--- Material to process ---
---
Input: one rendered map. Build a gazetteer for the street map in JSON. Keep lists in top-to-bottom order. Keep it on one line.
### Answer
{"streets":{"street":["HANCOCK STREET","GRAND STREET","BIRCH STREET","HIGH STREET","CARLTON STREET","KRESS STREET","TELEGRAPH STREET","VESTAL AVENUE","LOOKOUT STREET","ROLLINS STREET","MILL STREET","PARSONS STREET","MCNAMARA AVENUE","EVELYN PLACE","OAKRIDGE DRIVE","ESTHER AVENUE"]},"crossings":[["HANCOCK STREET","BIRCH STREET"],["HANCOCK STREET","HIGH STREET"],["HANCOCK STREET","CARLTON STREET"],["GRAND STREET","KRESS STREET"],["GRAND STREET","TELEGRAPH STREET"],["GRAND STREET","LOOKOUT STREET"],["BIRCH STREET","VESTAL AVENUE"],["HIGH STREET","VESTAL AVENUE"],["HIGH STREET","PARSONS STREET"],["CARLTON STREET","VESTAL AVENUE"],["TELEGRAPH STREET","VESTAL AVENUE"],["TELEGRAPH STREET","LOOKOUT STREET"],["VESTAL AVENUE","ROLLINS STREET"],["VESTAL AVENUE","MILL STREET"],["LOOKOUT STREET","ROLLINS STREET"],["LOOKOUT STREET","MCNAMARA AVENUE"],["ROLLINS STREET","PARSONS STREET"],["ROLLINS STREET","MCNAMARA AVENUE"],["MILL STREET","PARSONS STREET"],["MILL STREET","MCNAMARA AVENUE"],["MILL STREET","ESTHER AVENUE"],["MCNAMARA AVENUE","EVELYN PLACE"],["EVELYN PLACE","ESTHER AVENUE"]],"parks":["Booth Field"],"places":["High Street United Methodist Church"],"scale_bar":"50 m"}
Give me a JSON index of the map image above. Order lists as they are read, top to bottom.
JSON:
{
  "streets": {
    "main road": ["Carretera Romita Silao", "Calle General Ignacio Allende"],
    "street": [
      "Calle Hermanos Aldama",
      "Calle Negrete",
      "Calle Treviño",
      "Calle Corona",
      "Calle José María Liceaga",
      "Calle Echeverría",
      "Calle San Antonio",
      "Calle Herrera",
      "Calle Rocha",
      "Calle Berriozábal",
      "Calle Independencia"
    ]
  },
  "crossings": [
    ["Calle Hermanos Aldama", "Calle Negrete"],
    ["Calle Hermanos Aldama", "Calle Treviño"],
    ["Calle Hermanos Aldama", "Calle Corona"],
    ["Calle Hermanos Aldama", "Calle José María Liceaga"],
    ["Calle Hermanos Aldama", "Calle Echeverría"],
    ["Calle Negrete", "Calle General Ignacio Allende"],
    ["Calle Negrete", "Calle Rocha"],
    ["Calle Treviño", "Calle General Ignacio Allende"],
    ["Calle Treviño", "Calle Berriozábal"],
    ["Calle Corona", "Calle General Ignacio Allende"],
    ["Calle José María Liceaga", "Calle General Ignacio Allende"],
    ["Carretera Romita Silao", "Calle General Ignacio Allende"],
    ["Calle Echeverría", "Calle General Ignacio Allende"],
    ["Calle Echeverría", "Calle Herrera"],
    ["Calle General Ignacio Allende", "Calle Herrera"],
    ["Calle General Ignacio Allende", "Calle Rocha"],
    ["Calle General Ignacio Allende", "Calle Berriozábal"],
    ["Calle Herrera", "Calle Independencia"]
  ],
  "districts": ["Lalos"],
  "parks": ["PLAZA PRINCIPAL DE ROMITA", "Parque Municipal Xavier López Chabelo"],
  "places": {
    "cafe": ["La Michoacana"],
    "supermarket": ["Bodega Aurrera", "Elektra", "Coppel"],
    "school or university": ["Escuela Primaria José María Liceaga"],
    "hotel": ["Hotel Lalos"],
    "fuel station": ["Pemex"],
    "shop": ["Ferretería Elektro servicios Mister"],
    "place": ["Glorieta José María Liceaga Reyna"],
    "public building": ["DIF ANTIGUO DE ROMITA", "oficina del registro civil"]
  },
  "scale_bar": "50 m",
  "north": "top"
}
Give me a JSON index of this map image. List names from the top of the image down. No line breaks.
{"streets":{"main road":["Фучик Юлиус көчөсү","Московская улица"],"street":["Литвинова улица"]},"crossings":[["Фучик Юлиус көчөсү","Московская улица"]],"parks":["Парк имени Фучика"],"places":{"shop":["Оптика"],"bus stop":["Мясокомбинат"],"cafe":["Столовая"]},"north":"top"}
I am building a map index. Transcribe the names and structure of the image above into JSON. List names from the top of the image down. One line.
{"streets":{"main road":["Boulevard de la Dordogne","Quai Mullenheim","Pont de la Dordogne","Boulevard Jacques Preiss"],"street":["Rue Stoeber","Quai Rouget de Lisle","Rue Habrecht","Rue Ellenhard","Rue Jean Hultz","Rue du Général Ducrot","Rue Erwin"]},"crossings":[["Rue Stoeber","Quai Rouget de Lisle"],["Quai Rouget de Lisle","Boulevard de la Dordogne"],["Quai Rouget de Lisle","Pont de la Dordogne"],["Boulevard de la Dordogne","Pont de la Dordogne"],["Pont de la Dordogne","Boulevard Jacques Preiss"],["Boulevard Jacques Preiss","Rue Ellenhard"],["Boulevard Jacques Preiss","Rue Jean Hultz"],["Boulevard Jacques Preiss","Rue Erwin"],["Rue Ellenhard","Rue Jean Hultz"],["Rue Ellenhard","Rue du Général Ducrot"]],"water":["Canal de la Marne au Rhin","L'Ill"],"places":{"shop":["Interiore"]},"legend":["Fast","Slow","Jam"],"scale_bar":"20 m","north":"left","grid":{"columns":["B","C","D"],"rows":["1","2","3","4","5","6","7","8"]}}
---
--- What this task involves ---
The entries above must be repeated word for word.

--- Response box ---
Input: one rendered map. Build a gazetteer for the street map in JSON. Keep lists in top-to-bottom order. Keep it on one line.
### Answer
{"streets":{"street":["HANCOCK STREET","GRAND STREET","BIRCH STREET","HIGH STREET","CARLTON STREET","KRESS STREET","TELEGRAPH STREET","VESTAL AVENUE","LOOKOUT STREET","ROLLINS STREET","MILL STREET","PARSONS STREET","MCNAMARA AVENUE","EVELYN PLACE","OAKRIDGE DRIVE","ESTHER AVENUE"]},"crossings":[["HANCOCK STREET","BIRCH STREET"],["HANCOCK STREET","HIGH STREET"],["HANCOCK STREET","CARLTON STREET"],["GRAND STREET","KRESS STREET"],["GRAND STREET","TELEGRAPH STREET"],["GRAND STREET","LOOKOUT STREET"],["BIRCH STREET","VESTAL AVENUE"],["HIGH STREET","VESTAL AVENUE"],["HIGH STREET","PARSONS STREET"],["CARLTON STREET","VESTAL AVENUE"],["TELEGRAPH STREET","VESTAL AVENUE"],["TELEGRAPH STREET","LOOKOUT STREET"],["VESTAL AVENUE","ROLLINS STREET"],["VESTAL AVENUE","MILL STREET"],["LOOKOUT STREET","ROLLINS STREET"],["LOOKOUT STREET","MCNAMARA AVENUE"],["ROLLINS STREET","PARSONS STREET"],["ROLLINS STREET","MCNAMARA AVENUE"],["MILL STREET","PARSONS STREET"],["MILL STREET","MCNAMARA AVENUE"],["MILL STREET","ESTHER AVENUE"],["MCNAMARA AVENUE","EVELYN PLACE"],["EVELYN PLACE","ESTHER AVENUE"]],"parks":["Booth Field"],"places":["High Street United Methodist Church"],"scale_bar":"50 m"}
Give me a JSON index of the map image above. Order lists as they are read, top to bottom.
JSON:
{
  "streets": {
    "main road": ["Carretera Romita Silao", "Calle General Ignacio Allende"],
    "street": [
      "Calle Hermanos Aldama",
      "Calle Negrete",
      "Calle Treviño",
      "Calle Corona",
      "Calle José María Liceaga",
      "Calle Echeverría",
      "Calle San Antonio",
      "Calle Herrera",
      "Calle Rocha",
      "Calle Berriozábal",
      "Calle Independencia"
    ]
  },
  "crossings": [
    ["Calle Hermanos Aldama", "Calle Negrete"],
    ["Calle Hermanos Aldama", "Calle Treviño"],
    ["Calle Hermanos Aldama", "Calle Corona"],
    ["Calle Hermanos Aldama", "Calle José María Liceaga"],
    ["Calle Hermanos Aldama", "Calle Echeverría"],
    ["Calle Negrete", "Calle General Ignacio Allende"],
    ["Calle Negrete", "Calle Rocha"],
    ["Calle Treviño", "Calle General Ignacio Allende"],
    ["Calle Treviño", "Calle Berriozábal"],
    ["Calle Corona", "Calle General Ignacio Allende"],
    ["Calle José María Liceaga", "Calle General Ignacio Allende"],
    ["Carretera Romita Silao", "Calle General Ignacio Allende"],
    ["Calle Echeverría", "Calle General Ignacio Allende"],
    ["Calle Echeverría", "Calle Herrera"],
    ["Calle General Ignacio Allende", "Calle Herrera"],
    ["Calle General Ignacio Allende", "Calle Rocha"],
    ["Calle General Ignacio Allende", "Calle Berriozábal"],
    ["Calle Herrera", "Calle Independencia"]
  ],
  "districts": ["Lalos"],
  "parks": ["PLAZA PRINCIPAL DE ROMITA", "Parque Municipal Xavier López Chabelo"],
  "places": {
    "cafe": ["La Michoacana"],
    "supermarket": ["Bodega Aurrera", "Elektra", "Coppel"],
    "school or university": ["Escuela Primaria José María Liceaga"],
    "hotel": ["Hotel Lalos"],
    "fuel station": ["Pemex"],
    "shop": ["Ferretería Elektro servicios Mister"],
    "place": ["Glorieta José María Liceaga Reyna"],
    "public building": ["DIF ANTIGUO DE ROMITA", "oficina del registro civil"]
  },
  "scale_bar": "50 m",
  "north": "top"
}
Give me a JSON index of this map image. List names from the top of the image down. No line breaks.
{"streets":{"main road":["Фучик Юлиус көчөсү","Московская улица"],"street":["Литвинова улица"]},"crossings":[["Фучик Юлиус көчөсү","Московская улица"]],"parks":["Парк имени Фучика"],"places":{"shop":["Оптика"],"bus stop":["Мясокомбинат"],"cafe":["Столовая"]},"north":"top"}
I am building a map index. Transcribe the names and structure of the image above into JSON. List names from the top of the image down. One line.
{"streets":{"main road":["Boulevard de la Dordogne","Quai Mullenheim","Pont de la Dordogne","Boulevard Jacques Preiss"],"street":["Rue Stoeber","Quai Rouget de Lisle","Rue Habrecht","Rue Ellenhard","Rue Jean Hultz","Rue du Général Ducrot","Rue Erwin"]},"crossings":[["Rue Stoeber","Quai Rouget de Lisle"],["Quai Rouget de Lisle","Boulevard de la Dordogne"],["Quai Rouget de Lisle","Pont de la Dordogne"],["Boulevard de la Dordogne","Pont de la Dordogne"],["Pont de la Dordogne","Boulevard Jacques Preiss"],["Boulevard Jacques Preiss","Rue Ellenhard"],["Boulevard Jacques Preiss","Rue Jean Hultz"],["Boulevard Jacques Preiss","Rue Erwin"],["Rue Ellenhard","Rue Jean Hultz"],["Rue Ellenhard","Rue du Général Ducrot"]],"water":["Canal de la Marne au Rhin","L'Ill"],"places":{"shop":["Interiore"]},"legend":["Fast","Slow","Jam"],"scale_bar":"20 m","north":"left","grid":{"columns":["B","C","D"],"rows":["1","2","3","4","5","6","7","8"]}}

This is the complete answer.